◆ PROBLEM REQUIREMENTS
Find how many lines below mention "lineCap". Nothing but the number is needed.

Stored data
· · ·

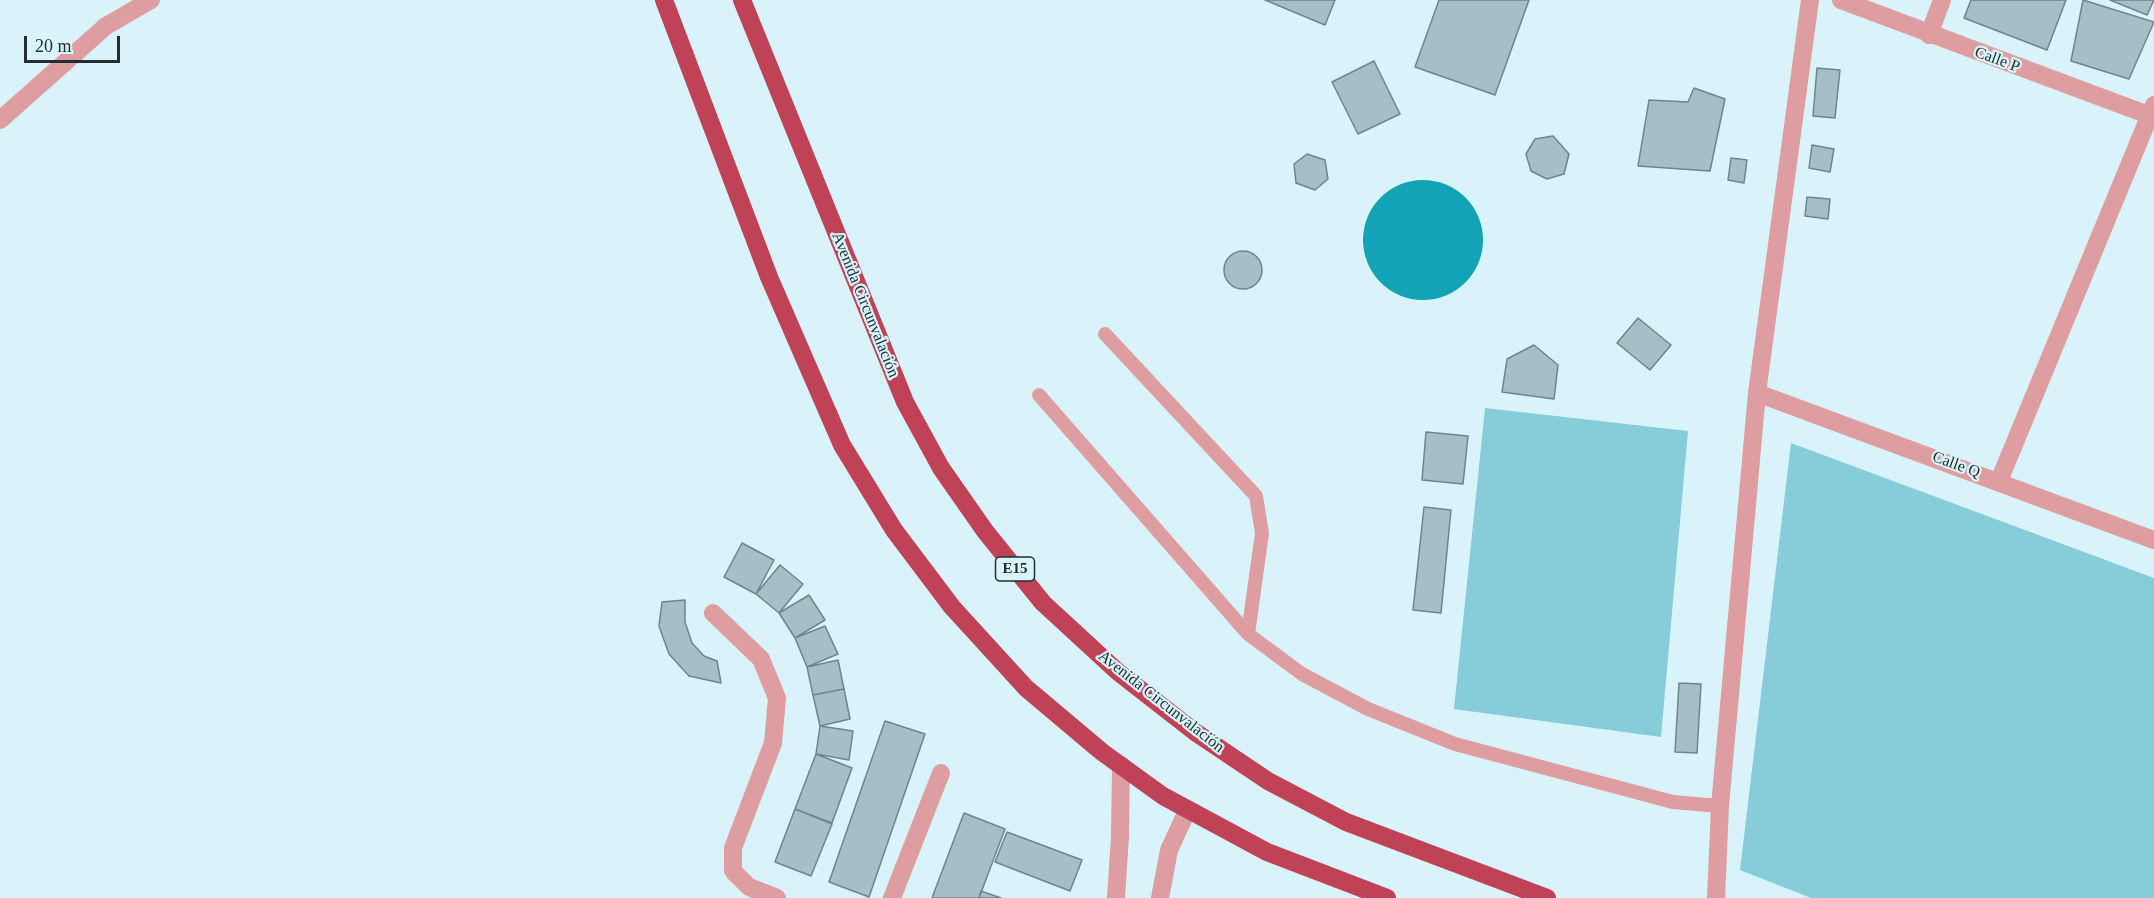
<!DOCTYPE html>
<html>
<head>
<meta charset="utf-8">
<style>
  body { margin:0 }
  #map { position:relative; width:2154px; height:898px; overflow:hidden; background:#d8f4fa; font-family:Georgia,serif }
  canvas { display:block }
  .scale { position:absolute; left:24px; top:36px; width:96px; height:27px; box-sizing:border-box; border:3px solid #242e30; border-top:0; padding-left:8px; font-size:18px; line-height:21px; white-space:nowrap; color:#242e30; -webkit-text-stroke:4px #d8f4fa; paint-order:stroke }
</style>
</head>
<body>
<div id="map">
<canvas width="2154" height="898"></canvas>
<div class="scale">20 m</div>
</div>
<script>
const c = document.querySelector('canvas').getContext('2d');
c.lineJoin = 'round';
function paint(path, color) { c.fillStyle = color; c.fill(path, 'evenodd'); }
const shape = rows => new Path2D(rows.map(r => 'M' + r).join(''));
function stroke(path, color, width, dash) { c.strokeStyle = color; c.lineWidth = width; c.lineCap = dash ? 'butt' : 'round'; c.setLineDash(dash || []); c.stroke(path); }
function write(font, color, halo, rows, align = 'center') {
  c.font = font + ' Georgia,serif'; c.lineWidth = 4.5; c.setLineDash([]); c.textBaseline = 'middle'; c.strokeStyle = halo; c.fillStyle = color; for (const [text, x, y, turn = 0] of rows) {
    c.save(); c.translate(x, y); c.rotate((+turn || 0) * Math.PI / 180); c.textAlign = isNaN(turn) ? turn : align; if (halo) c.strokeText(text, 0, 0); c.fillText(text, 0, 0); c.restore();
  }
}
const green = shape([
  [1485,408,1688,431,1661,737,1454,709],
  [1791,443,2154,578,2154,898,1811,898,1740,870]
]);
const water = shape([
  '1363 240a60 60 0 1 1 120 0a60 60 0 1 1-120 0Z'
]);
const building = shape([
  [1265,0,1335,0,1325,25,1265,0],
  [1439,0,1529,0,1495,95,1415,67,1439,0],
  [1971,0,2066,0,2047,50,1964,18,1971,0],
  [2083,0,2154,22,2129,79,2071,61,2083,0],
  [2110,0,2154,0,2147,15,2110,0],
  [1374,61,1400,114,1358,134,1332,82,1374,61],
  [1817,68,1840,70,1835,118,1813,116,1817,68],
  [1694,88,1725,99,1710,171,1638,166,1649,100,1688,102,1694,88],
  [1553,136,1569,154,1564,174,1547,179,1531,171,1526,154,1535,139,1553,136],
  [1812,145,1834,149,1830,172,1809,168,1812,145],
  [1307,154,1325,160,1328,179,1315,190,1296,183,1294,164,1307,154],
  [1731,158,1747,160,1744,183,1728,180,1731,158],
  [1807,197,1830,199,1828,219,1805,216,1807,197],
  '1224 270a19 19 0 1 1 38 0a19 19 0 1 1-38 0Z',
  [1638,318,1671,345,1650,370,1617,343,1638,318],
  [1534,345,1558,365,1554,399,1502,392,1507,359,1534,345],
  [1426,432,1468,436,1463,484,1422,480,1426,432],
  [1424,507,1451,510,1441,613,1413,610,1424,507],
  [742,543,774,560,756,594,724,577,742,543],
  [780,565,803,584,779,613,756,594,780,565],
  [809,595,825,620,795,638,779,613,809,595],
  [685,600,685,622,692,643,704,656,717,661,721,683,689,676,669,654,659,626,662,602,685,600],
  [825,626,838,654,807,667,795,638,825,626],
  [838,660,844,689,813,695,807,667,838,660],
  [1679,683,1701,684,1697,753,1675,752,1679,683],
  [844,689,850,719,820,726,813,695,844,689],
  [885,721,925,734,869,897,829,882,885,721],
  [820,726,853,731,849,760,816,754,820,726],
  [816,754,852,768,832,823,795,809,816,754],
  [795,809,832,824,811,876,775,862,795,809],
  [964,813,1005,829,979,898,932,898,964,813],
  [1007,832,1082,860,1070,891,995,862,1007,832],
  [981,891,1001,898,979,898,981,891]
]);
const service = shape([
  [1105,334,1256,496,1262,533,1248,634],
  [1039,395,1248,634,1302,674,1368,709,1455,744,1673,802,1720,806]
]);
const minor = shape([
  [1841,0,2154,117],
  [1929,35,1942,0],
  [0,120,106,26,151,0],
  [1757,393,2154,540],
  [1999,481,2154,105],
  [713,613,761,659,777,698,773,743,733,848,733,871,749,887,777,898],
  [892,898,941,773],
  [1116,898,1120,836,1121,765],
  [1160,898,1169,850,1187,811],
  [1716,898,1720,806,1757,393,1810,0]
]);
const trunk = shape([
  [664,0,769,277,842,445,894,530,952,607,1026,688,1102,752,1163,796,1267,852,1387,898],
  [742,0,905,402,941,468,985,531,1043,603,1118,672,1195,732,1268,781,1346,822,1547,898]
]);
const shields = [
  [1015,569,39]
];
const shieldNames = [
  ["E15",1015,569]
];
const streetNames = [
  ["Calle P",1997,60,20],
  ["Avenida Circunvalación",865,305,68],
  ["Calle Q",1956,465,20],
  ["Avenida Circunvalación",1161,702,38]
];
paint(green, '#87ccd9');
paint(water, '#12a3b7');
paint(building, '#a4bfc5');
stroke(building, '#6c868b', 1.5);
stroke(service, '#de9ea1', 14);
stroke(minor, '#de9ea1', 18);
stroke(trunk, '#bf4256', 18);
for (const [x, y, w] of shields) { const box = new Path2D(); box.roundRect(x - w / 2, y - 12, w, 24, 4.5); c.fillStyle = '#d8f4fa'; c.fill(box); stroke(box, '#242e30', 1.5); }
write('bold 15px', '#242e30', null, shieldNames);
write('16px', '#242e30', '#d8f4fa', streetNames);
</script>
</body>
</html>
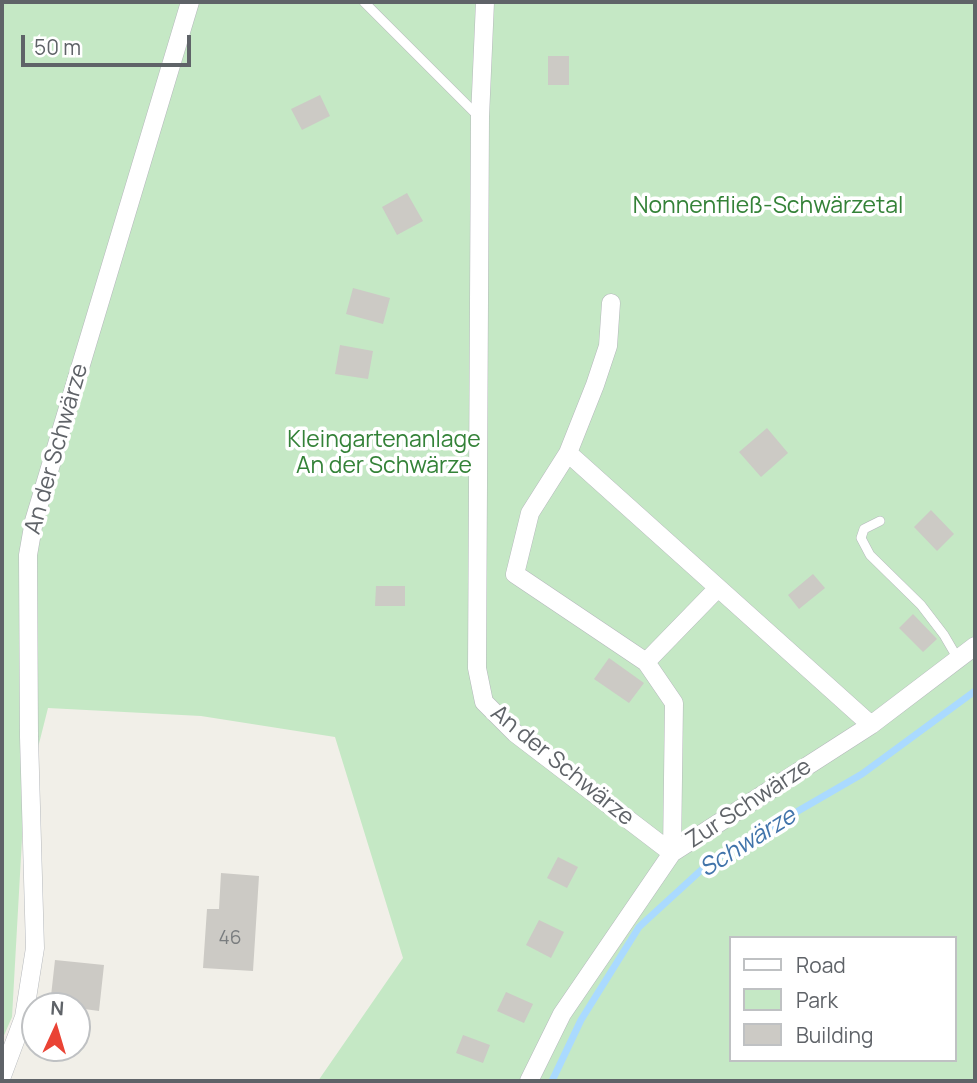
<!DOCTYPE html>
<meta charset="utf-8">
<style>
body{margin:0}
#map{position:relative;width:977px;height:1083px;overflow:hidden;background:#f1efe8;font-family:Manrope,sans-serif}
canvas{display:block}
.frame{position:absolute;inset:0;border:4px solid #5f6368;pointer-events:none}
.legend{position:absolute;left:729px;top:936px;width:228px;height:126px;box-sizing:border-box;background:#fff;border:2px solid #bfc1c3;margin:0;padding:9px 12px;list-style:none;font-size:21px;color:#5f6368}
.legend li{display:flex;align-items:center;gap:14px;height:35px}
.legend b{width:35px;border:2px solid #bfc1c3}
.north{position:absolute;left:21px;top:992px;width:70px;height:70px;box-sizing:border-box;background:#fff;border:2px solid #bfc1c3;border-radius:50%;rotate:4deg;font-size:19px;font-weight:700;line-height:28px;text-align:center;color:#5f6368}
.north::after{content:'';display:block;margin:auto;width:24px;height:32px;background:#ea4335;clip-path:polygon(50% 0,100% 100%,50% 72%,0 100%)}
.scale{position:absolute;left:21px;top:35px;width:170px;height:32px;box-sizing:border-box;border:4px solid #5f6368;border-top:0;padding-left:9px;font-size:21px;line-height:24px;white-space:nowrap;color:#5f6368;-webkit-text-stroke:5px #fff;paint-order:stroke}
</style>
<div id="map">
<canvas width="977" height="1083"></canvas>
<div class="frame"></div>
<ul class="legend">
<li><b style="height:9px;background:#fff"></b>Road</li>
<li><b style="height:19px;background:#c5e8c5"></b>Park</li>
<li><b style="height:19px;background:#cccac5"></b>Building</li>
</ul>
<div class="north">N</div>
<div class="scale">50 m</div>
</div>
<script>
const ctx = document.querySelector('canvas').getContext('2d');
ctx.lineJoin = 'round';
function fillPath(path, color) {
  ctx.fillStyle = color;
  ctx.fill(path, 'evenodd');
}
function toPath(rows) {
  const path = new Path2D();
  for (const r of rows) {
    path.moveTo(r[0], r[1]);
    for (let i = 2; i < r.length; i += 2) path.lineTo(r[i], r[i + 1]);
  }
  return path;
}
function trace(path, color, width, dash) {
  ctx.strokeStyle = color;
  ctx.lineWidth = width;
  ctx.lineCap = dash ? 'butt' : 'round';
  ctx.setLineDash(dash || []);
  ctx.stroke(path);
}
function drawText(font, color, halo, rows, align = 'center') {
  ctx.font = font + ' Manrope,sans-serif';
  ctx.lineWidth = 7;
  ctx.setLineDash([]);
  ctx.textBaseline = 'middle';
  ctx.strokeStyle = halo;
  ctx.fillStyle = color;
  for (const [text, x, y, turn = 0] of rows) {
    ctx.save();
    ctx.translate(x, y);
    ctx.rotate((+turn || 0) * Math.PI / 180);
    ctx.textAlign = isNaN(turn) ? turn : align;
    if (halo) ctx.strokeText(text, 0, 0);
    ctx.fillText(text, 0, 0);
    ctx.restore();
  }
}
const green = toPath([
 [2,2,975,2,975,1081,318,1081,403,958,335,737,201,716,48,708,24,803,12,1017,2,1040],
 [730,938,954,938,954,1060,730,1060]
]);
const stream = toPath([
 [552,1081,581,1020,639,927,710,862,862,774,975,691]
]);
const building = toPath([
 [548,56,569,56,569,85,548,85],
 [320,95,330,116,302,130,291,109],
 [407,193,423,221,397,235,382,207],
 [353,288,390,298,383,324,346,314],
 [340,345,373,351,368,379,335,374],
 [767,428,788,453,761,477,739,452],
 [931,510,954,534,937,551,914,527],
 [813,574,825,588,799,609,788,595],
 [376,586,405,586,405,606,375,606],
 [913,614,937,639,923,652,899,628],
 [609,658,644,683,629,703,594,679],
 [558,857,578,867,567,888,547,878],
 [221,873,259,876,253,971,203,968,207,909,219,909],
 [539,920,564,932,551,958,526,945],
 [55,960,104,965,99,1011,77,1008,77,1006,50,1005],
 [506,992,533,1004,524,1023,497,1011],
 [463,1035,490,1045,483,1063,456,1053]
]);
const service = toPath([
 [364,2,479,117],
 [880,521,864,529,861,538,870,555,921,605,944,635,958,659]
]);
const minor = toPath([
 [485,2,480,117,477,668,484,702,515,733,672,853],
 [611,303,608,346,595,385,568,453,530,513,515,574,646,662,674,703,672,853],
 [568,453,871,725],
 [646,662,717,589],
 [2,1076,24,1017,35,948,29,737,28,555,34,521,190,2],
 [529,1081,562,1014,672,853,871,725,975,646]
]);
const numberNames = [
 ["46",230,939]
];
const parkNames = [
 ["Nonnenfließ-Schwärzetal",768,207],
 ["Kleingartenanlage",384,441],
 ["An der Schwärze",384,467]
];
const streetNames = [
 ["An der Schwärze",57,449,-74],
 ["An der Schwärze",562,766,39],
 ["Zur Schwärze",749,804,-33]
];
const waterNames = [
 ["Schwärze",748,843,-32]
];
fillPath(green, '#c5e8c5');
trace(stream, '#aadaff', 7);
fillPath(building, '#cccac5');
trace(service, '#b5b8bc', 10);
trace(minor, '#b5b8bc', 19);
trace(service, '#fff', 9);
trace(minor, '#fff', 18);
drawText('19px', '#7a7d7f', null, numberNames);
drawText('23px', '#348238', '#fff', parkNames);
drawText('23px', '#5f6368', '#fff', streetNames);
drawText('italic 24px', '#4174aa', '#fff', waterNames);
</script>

· · ·

◆ REPLY TO THE EXERCISE
2